Nemesis schrieb:> Deine Argumentation ist doch völlig unausgewogen> und einseitig, auf Rechthaberei abzielend.
Das verstehe ich nicht. Was hat das mit Rechthaberei zu tun? Das trifft
eher auf dich zu, weil du jemanden eine Handlungsweise verbieten
möchtest, nur weil du negative Erfahrungen gemacht hast.
Wenn ich so rechthaberisch wäre, würde ich dem TO vom Konzernjob abraten
und ihm einreden, dass die Selbstständigkeit das einzig Wahre sei. Aber
das stimmt nicht, und ein Konzernjob ist für viele Leute eben die
Erfüllung. Deshalb wäre es äußerst dämlich, davon abzuraten.
Nemesis schrieb:> Für so eine Aussage fehlt dir mit Sicherheit die> medizinisch-psychologische Fachkompetenz.
Was hat das damit zu tun? Ich habe nicht deinen Geisteszustand bewertet,
sondern deine Aussagen. Ich weiß ja nicht, ob du das tatsächlich glaubst
oder nur ein Troll bist, der die Leute ärgern möchte.
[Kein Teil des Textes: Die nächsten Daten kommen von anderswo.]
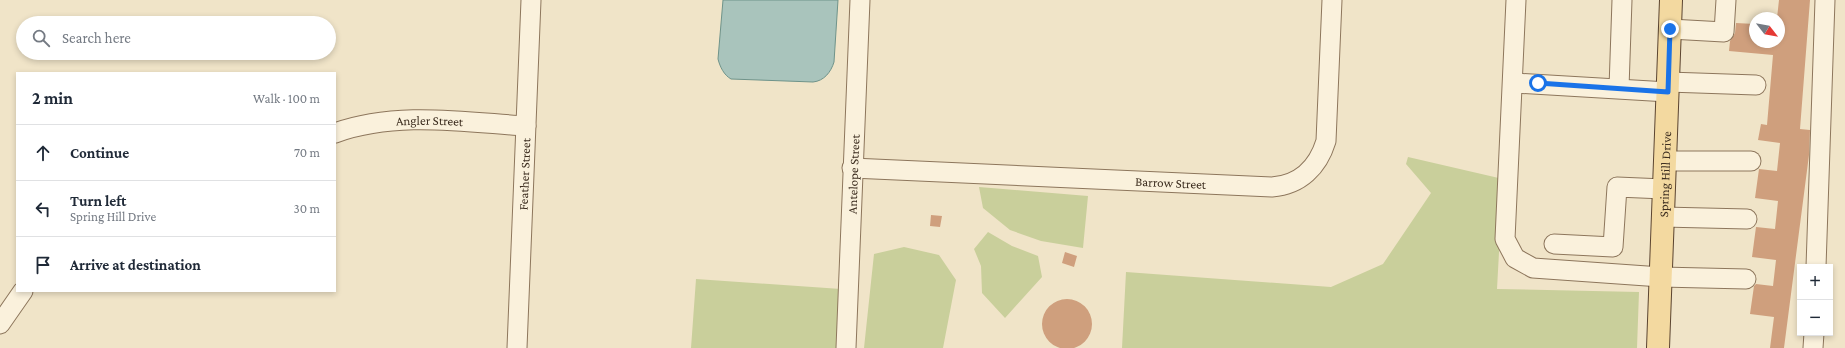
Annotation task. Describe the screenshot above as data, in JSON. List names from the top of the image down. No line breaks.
{"streets":{"main road":["Spring Hill Drive"],"street":["Angler Street","Feather Street","Antelope Street","Barrow Street"]},"crossings":[["Angler Street","Feather Street"],["Antelope Street","Barrow Street"]],"north":"bottom right","page":{"search":"Search here","heading":["2 min","Walk · 100 m"],"list":[["Continue","70 m"],["Turn left","Spring Hill Drive","30 m"],"Arrive at destination"],"map_buttons":["+","−"]}}
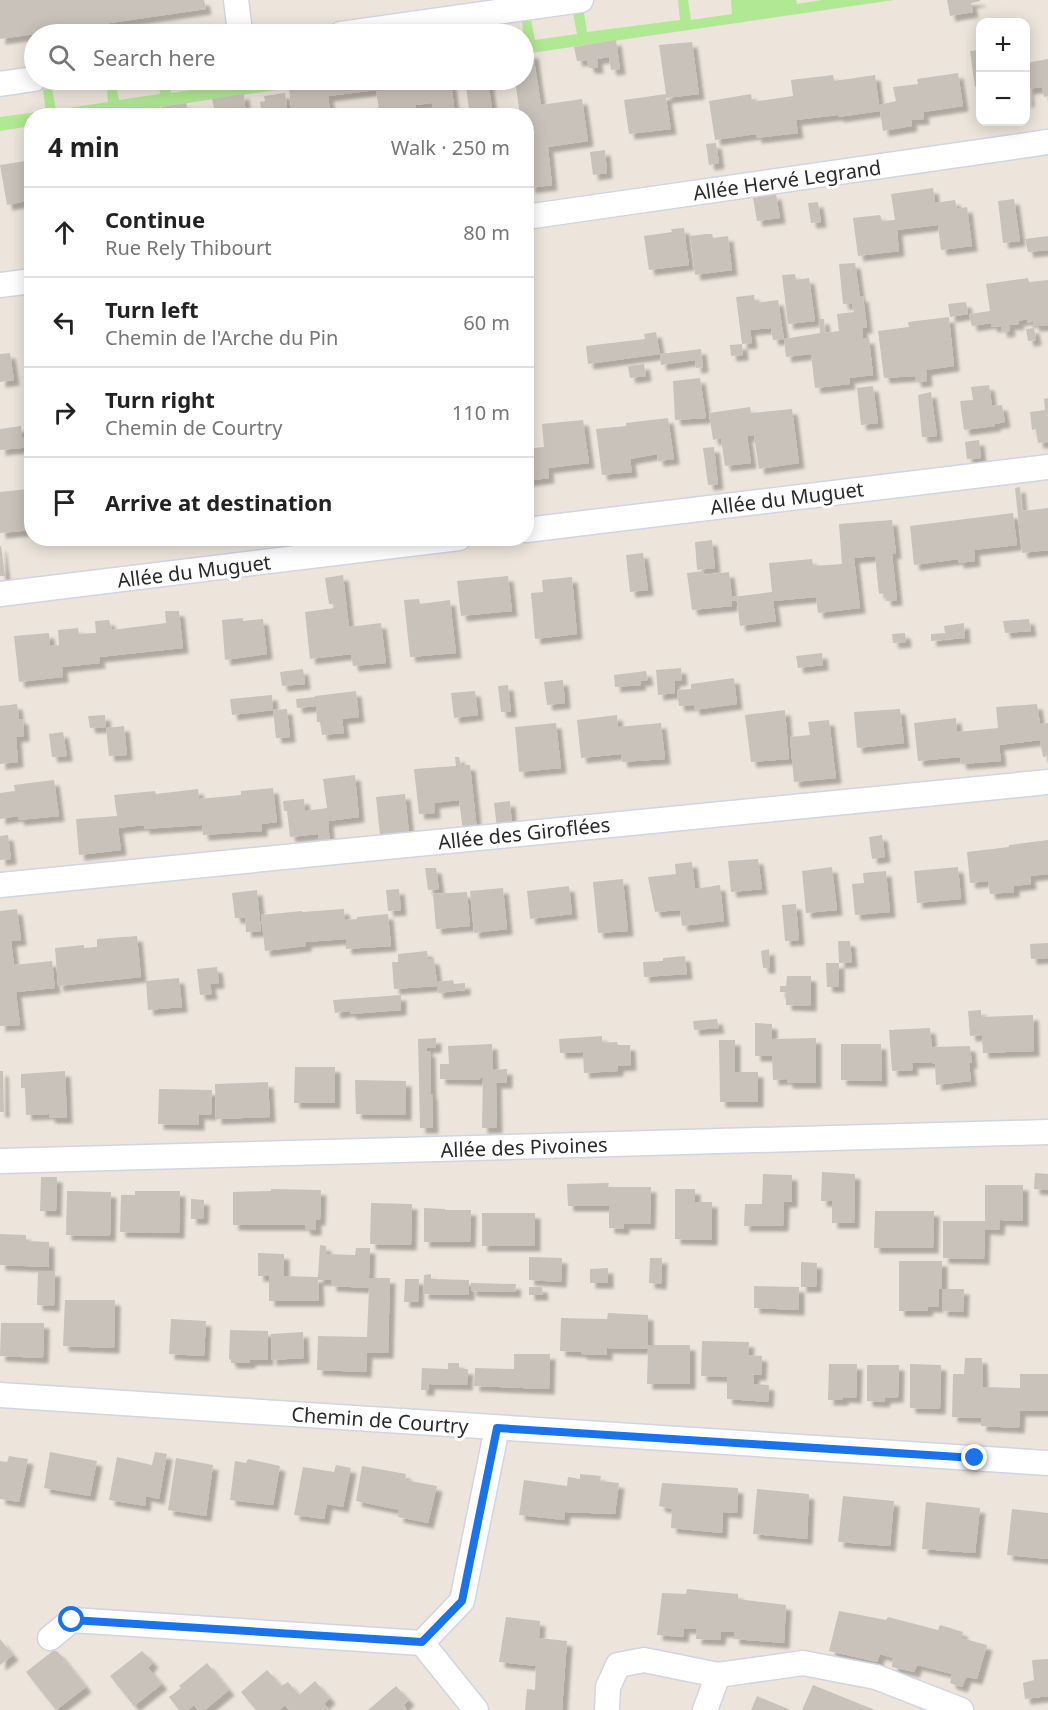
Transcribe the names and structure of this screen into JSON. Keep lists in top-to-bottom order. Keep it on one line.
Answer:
{"streets":{"street":["Allée Hervé Legrand","Allée du Muguet","Allée des Giroflées","Allée des Pivoines","Chemin de Courtry"]},"page":{"map_buttons":["+","−"],"search":"Search here","heading":["4 min","Walk · 250 m"],"list":[["Continue","Rue Rely Thibourt","80 m"],["Turn left","Chemin de l'Arche du Pin","60 m"],["Turn right","Chemin de Courtry","110 m"],"Arrive at destination"]}}
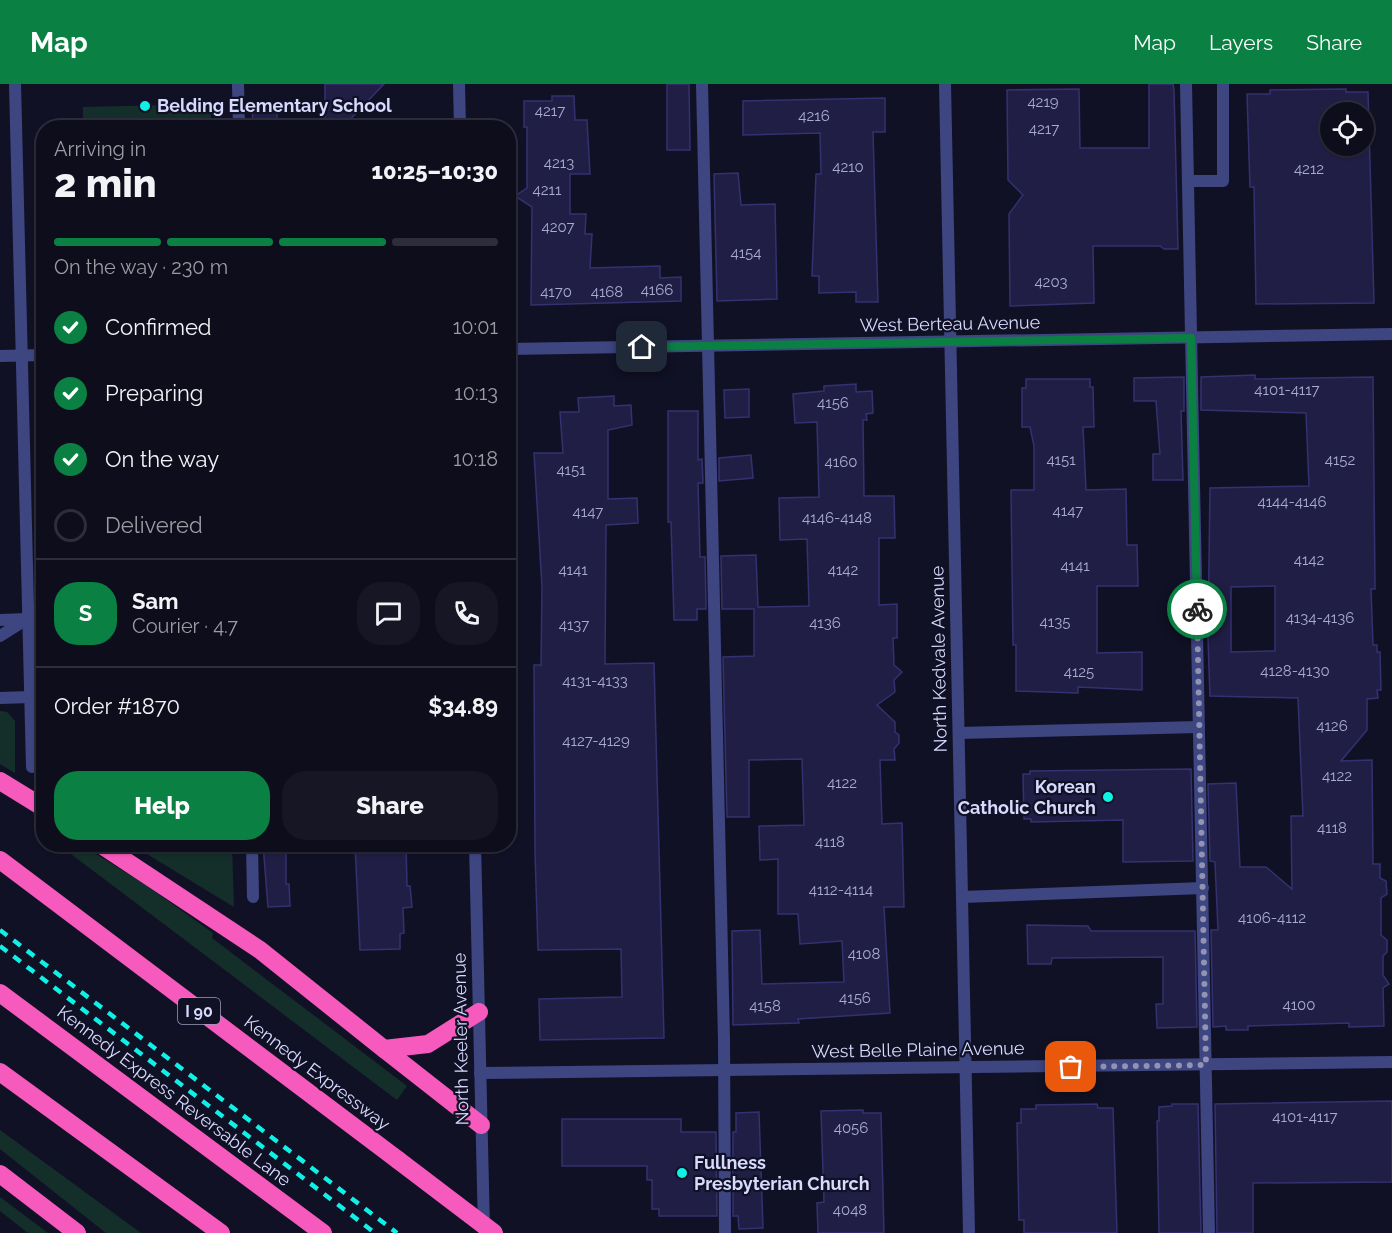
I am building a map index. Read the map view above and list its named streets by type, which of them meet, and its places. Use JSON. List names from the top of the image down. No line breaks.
{"streets":{"highway":["I 90","Kennedy Expressway","Kennedy Express Reversable Lane"],"street":["West Berteau Avenue","North Kedvale Avenue","North Keeler Avenue","West Belle Plaine Avenue"]},"crossings":[["West Berteau Avenue","North Kedvale Avenue"],["North Kedvale Avenue","West Belle Plaine Avenue"],["North Keeler Avenue","West Belle Plaine Avenue"]],"places":["Belding Elementary School","Korean Catholic Church","Fullness Presbyterian Church"],"house_numbers":["4219","4217","4216","4217","4213","4210","4212","4211","4207","4154","4203","4166","4170","4168","4101-4117","4156","4151","4152","4160","4151","4144-4146","4147","4147","4146-4148","4142","4141","4141","4142","4134-4136","4135","4136","4137","4128-4130","4125","4131-4133","4126","4127-4129","4122","4122","4118","4118","4112-4114","4106-4112","4108","4156","4100","4158","4101-4117","4056","4048"],"page":{"header":"Map","nav":["Map","Layers","Share"],"heading":["2 min","Arriving in","10:25–10:30"],"panel":["Sam","Courier · 4.7","Order #1870","$34.89"],"bar":"On the way · 230 m","list":[["Confirmed","10:01"],["Preparing","10:13"],["On the way","10:18"],"Delivered"],"round":"S","buttons":["Help","Share"]}}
Inschenör schrieb:> Wenn ich so rechthaberisch wäre, würde ich dem TO vom Konzernjob abraten> und ihm einreden, dass die Selbstständigkeit das einzig Wahre sei.
Abgerechtnet wird meist erst zum Schluss. Ob der Konzernjob besser ist,
weiß ich auch nicht. Es gibt so manche schöne Betriebsrente, ATZ usw. wo
der Selbständige auf andere Art schön vorsorgen muß sofern er es KANN.